[WHAT IS BEING ASKED]
In your copy of the listing below, reproduce each word exactly and include no pictures.

[PROVIDED INFORMATION]
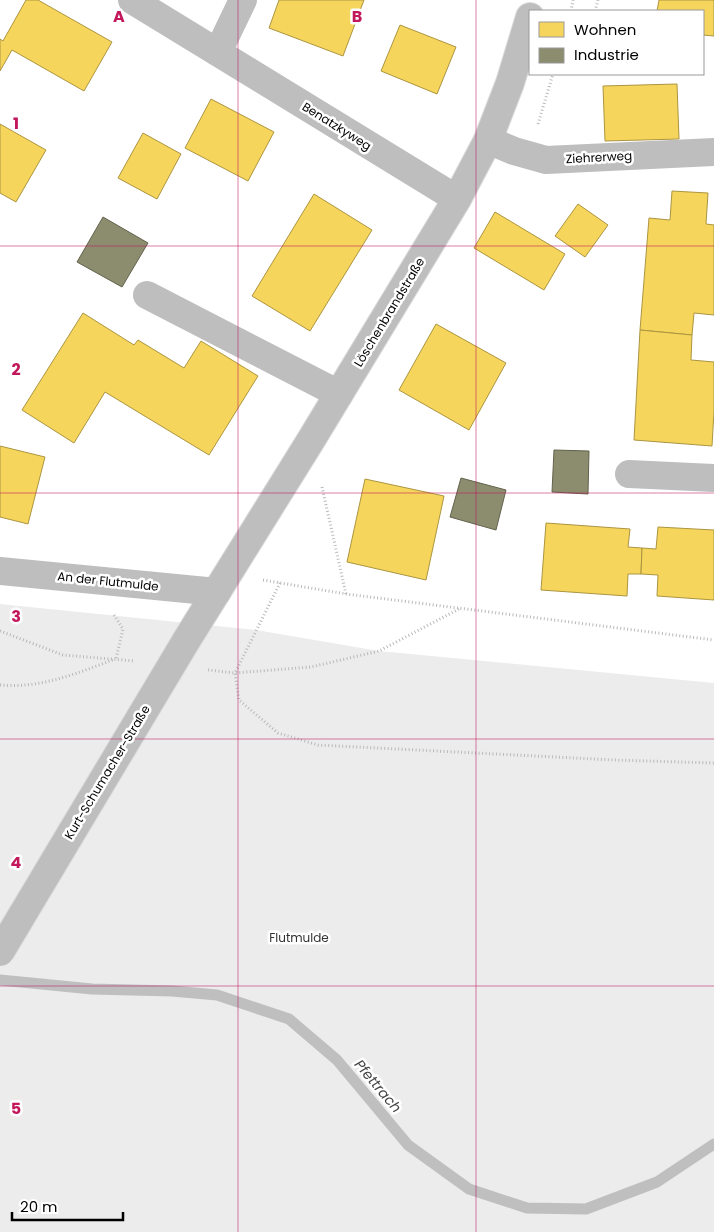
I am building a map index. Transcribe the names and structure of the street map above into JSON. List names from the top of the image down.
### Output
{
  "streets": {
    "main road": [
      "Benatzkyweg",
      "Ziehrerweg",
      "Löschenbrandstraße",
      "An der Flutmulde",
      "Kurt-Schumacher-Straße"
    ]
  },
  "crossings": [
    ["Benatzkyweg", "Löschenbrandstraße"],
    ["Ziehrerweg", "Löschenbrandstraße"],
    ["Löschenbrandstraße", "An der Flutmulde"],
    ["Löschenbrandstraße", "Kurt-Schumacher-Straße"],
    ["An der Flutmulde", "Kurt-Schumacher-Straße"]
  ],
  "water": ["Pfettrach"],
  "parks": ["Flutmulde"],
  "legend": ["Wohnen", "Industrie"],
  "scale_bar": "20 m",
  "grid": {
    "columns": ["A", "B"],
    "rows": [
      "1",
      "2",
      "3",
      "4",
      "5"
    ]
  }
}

[ANSWER AREA]
I am building a map index. Transcribe the names and structure of the street map above into JSON. List names from the top of the image down.
### Output
{
  "streets": {
    "main road": [
      "Benatzkyweg",
      "Ziehrerweg",
      "Löschenbrandstraße",
      "An der Flutmulde",
      "Kurt-Schumacher-Straße"
    ]
  },
  "crossings": [
    ["Benatzkyweg", "Löschenbrandstraße"],
    ["Ziehrerweg", "Löschenbrandstraße"],
    ["Löschenbrandstraße", "An der Flutmulde"],
    ["Löschenbrandstraße", "Kurt-Schumacher-Straße"],
    ["An der Flutmulde", "Kurt-Schumacher-Straße"]
  ],
  "water": ["Pfettrach"],
  "parks": ["Flutmulde"],
  "legend": ["Wohnen", "Industrie"],
  "scale_bar": "20 m",
  "grid": {
    "columns": ["A", "B"],
    "rows": [
      "1",
      "2",
      "3",
      "4",
      "5"
    ]
  }
}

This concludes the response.